Uma das primeiras cores que se perde é o negro. Perde-se a escuridão e o vermelho também. Vivo no centro de uma indefinida neblina luminosa. Mas não estou nunca na escuridão. Neste momento esta neblina não sei se é azulada, acinzentada ou rosada, mas luminosa. Tive que me acostumar com isto. Fecho os olhos e estou rodeado de luz, mas sem formas. Vejo luzes. Por exemplo, naquela direção, onde está a janela, há uma luz, vejo minha mão. Vejo movimento mas não coisas. Não vejo rostos e letras. É incômodo mas, sendo gradual, não é trágico.
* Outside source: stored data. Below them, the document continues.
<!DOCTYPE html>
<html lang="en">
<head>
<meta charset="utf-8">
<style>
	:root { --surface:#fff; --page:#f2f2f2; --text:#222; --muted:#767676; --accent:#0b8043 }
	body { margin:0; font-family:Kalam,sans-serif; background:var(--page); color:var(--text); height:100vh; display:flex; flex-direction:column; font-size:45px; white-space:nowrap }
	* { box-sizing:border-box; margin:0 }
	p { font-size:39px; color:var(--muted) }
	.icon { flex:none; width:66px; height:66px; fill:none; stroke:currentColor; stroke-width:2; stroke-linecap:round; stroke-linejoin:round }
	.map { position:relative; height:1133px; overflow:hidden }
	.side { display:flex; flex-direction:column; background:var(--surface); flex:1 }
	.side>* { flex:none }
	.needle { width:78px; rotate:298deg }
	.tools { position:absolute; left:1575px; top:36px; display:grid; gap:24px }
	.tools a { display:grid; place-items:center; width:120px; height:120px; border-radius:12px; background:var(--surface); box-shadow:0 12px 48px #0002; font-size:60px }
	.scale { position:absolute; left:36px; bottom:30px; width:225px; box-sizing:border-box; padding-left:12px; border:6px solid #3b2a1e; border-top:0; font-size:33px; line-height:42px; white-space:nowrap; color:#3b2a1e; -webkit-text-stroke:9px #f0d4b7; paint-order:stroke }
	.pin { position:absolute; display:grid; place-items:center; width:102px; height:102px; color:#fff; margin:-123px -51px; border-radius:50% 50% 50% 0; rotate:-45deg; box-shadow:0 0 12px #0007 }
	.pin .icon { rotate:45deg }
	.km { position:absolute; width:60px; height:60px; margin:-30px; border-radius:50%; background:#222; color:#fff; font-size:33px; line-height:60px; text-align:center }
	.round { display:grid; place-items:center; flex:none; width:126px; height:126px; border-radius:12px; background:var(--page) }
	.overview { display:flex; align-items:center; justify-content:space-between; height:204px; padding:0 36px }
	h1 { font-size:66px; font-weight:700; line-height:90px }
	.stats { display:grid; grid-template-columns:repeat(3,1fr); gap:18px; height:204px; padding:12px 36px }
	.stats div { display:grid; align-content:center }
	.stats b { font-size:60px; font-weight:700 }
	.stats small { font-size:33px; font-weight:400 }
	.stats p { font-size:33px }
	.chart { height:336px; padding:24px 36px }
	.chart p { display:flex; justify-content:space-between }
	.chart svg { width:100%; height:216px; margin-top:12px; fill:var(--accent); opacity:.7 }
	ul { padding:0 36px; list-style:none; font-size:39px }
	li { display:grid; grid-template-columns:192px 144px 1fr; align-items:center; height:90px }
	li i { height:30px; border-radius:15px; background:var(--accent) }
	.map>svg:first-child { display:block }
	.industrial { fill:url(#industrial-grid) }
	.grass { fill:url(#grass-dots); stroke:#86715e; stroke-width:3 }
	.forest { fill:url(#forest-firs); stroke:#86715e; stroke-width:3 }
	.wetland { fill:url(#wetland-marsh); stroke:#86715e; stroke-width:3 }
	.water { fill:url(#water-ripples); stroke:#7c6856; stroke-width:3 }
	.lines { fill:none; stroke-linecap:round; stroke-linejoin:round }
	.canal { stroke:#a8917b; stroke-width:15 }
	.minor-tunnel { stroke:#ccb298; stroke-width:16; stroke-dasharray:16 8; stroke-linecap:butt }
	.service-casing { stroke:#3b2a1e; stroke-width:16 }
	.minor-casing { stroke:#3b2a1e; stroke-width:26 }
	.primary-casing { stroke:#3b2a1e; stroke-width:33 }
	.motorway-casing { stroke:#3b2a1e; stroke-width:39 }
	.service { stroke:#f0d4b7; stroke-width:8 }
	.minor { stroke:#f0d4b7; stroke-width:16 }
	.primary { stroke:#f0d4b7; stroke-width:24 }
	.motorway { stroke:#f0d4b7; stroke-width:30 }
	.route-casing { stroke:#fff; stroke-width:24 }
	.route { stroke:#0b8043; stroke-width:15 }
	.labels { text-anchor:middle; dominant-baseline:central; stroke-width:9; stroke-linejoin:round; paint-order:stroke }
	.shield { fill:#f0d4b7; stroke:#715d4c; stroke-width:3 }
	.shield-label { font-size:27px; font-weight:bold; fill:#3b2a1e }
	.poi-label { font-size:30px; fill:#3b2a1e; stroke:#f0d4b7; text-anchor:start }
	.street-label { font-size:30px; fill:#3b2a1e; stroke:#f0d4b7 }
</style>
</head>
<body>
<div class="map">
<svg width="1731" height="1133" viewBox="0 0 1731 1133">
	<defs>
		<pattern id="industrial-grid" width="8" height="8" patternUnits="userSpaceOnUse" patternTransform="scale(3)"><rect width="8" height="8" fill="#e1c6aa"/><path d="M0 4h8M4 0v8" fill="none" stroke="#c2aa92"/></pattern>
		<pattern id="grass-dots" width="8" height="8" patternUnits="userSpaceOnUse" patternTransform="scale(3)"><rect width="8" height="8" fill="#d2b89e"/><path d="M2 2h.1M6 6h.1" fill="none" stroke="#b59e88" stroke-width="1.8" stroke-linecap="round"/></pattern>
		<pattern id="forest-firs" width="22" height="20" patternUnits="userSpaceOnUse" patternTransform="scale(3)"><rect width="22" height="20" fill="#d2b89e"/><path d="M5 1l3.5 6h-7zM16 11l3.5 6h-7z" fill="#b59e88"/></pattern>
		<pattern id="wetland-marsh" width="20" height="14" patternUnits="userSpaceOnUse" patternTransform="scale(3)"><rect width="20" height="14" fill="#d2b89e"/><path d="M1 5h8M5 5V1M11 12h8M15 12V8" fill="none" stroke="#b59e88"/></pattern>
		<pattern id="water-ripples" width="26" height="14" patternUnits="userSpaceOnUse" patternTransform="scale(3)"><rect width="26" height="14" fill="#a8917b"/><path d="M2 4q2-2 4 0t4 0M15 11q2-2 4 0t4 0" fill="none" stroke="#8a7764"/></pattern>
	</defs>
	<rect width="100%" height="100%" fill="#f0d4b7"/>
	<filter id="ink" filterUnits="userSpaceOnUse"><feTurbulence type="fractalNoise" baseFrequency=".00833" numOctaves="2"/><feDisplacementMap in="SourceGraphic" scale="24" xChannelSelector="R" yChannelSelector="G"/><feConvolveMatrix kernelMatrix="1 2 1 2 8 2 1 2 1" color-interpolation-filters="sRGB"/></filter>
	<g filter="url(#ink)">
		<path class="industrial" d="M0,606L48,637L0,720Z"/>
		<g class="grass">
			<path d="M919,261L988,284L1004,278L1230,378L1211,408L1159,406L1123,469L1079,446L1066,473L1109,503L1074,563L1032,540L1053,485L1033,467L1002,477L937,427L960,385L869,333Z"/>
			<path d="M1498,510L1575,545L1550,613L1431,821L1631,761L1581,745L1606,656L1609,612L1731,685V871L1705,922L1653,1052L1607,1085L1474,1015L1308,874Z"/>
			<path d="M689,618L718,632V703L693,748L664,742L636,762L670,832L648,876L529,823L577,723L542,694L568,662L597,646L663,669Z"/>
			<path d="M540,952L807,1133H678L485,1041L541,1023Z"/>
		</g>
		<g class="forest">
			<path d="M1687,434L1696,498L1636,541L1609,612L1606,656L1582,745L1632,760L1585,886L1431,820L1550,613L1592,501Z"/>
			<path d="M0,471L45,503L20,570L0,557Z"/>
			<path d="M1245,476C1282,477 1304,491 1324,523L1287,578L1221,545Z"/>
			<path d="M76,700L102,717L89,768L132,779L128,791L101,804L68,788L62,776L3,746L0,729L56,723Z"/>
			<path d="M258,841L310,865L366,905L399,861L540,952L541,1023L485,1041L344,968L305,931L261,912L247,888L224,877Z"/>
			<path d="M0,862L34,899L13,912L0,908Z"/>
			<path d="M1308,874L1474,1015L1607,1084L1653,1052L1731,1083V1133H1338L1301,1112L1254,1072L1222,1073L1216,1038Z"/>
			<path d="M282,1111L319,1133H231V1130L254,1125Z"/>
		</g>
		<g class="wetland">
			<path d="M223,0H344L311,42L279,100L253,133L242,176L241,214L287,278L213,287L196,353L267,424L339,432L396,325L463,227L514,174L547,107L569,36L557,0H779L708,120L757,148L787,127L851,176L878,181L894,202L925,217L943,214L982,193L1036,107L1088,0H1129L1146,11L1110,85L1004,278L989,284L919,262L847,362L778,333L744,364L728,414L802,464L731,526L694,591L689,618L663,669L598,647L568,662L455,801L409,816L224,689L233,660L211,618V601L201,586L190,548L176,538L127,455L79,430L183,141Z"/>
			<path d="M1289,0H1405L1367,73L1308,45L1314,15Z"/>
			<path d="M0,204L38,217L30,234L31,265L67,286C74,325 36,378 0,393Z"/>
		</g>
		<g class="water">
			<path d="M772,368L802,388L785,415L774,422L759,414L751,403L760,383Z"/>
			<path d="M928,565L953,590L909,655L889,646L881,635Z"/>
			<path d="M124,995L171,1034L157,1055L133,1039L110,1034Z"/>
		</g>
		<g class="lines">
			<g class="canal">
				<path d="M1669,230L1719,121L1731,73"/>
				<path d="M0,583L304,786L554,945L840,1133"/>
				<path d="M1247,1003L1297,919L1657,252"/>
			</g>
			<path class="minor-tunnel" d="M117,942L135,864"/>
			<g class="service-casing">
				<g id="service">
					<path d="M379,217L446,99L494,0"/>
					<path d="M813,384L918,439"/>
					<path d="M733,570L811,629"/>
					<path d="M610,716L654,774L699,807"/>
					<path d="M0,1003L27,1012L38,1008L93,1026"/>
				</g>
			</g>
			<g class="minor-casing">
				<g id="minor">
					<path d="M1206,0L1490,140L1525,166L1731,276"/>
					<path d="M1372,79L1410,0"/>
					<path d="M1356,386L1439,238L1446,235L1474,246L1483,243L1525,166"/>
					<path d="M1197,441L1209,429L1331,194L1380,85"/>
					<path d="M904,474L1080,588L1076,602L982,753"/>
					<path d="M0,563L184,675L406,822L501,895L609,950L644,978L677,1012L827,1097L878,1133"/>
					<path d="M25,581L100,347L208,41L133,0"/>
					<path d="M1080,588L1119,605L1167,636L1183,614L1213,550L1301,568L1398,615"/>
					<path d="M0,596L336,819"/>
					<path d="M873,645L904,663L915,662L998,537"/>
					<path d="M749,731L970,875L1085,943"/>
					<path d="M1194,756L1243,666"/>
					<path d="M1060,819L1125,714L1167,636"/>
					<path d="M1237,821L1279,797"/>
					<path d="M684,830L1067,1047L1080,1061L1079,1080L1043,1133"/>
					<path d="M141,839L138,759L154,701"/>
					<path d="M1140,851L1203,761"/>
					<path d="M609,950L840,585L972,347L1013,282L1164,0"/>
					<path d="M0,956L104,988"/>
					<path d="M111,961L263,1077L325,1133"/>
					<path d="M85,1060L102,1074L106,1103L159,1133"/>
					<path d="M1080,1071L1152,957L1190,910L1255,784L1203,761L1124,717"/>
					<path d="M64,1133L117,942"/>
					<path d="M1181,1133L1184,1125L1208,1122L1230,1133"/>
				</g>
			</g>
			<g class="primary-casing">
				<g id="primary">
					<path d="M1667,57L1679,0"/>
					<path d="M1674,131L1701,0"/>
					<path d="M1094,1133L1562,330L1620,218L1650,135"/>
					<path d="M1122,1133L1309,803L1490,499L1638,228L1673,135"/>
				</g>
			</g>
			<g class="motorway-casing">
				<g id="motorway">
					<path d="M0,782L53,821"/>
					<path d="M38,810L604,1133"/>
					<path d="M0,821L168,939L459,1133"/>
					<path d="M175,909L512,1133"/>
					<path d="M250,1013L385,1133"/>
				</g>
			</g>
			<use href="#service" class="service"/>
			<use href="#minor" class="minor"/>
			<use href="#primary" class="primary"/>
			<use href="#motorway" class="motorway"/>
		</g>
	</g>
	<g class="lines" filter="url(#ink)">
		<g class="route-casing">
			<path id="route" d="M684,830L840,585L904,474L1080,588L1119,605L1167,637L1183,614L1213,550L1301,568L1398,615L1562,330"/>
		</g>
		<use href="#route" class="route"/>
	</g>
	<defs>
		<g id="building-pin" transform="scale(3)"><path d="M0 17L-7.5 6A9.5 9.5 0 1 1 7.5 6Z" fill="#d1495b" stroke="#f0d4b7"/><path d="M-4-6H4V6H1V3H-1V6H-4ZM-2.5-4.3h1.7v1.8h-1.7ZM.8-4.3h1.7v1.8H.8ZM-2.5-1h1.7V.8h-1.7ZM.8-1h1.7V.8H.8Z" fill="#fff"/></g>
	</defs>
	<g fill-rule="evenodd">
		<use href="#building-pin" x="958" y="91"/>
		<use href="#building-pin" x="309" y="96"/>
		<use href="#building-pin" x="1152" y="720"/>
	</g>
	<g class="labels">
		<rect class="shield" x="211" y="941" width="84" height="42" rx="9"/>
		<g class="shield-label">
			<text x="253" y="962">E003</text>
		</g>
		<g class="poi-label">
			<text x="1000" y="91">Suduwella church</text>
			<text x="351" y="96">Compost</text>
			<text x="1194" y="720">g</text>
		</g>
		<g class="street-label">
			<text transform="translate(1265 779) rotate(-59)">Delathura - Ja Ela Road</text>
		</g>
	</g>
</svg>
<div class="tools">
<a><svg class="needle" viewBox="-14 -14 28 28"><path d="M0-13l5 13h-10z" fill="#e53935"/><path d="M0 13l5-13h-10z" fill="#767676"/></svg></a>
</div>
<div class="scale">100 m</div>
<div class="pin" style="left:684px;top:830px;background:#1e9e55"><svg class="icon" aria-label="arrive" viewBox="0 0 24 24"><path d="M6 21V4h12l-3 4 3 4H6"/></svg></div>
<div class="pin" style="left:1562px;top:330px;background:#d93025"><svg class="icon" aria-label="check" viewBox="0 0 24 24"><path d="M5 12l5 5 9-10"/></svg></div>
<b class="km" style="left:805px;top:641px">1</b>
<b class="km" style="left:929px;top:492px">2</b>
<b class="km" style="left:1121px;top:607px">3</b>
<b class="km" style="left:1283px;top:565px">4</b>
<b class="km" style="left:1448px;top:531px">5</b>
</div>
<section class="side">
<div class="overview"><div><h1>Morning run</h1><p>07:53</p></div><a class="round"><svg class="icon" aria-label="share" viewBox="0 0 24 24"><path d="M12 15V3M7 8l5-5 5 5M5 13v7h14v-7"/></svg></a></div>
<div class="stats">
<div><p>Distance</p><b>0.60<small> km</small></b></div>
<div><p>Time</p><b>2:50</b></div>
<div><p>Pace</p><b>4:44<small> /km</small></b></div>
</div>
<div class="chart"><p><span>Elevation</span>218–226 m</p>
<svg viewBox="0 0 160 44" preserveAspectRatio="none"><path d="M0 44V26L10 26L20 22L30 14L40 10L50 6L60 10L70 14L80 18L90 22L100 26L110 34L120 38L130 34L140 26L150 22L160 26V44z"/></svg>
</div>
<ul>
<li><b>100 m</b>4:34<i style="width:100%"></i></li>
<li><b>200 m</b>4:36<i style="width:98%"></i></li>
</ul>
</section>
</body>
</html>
A cegueira brusca deve ser terrível. Mas se pouco a pouco as coisas se distanciam, esmaecem… No meu caso, comecei a perder a vista desde o momento em que comecei a enxergar. Tem sido um processo de toda minha vida. Mas a partir de 55 anos, não pude mais ler. Passei a ditar. Se tivesse dinheiro, teria uma secretária, mas é muito caro. Não posso pagar.

Nunca ficou desesperado por causa da cegueira?

Não. Como foi um processo lento, não houve um momento patético. Mas se uma pessoa perde a vista de repente, pode, inclusive, pensar em suicídio.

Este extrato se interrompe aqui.